RAW DATA:
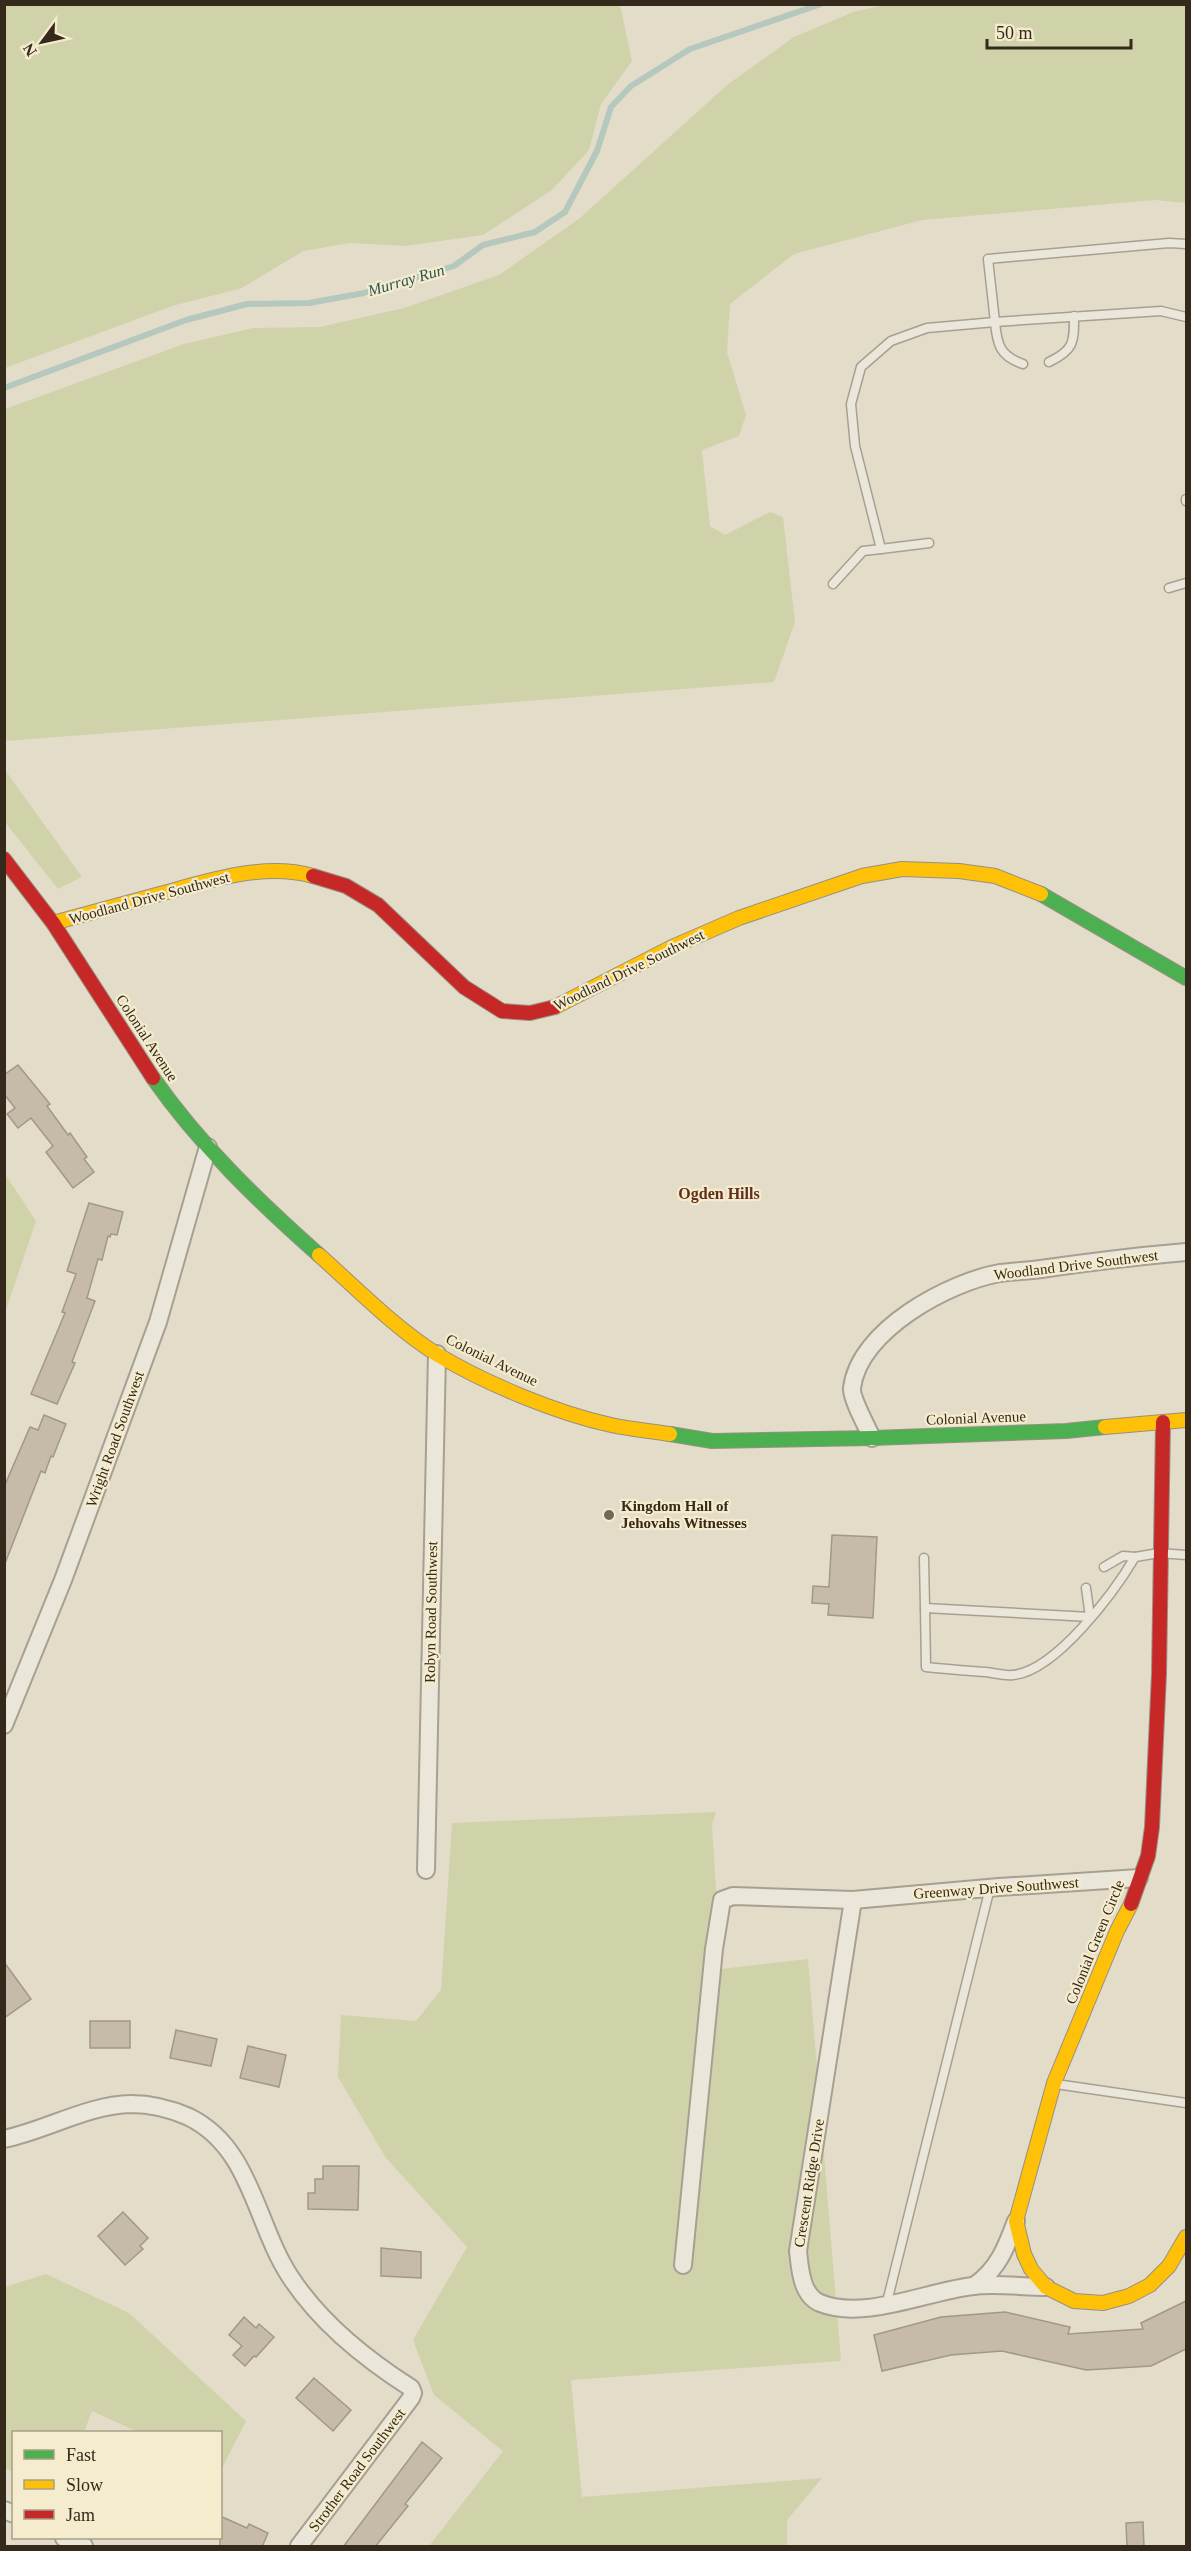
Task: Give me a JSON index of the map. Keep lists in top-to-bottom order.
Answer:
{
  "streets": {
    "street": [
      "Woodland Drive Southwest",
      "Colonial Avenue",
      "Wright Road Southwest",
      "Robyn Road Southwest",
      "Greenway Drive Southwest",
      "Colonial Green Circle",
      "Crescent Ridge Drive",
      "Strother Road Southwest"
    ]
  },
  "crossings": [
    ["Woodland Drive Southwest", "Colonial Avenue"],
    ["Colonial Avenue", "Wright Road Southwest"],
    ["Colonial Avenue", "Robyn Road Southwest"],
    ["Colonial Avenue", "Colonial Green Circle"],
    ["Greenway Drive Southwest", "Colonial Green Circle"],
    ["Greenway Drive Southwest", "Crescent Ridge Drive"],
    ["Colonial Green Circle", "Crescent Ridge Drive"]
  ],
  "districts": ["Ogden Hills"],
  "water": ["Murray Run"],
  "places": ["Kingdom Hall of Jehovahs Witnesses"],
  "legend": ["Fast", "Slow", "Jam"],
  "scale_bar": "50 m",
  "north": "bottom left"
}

PROBLEM TO WORK ON:
A line in the material may hold the string "Woodland". Report how many do, and write only the number.

SOLUTION FOR THIS EXERCISE:
2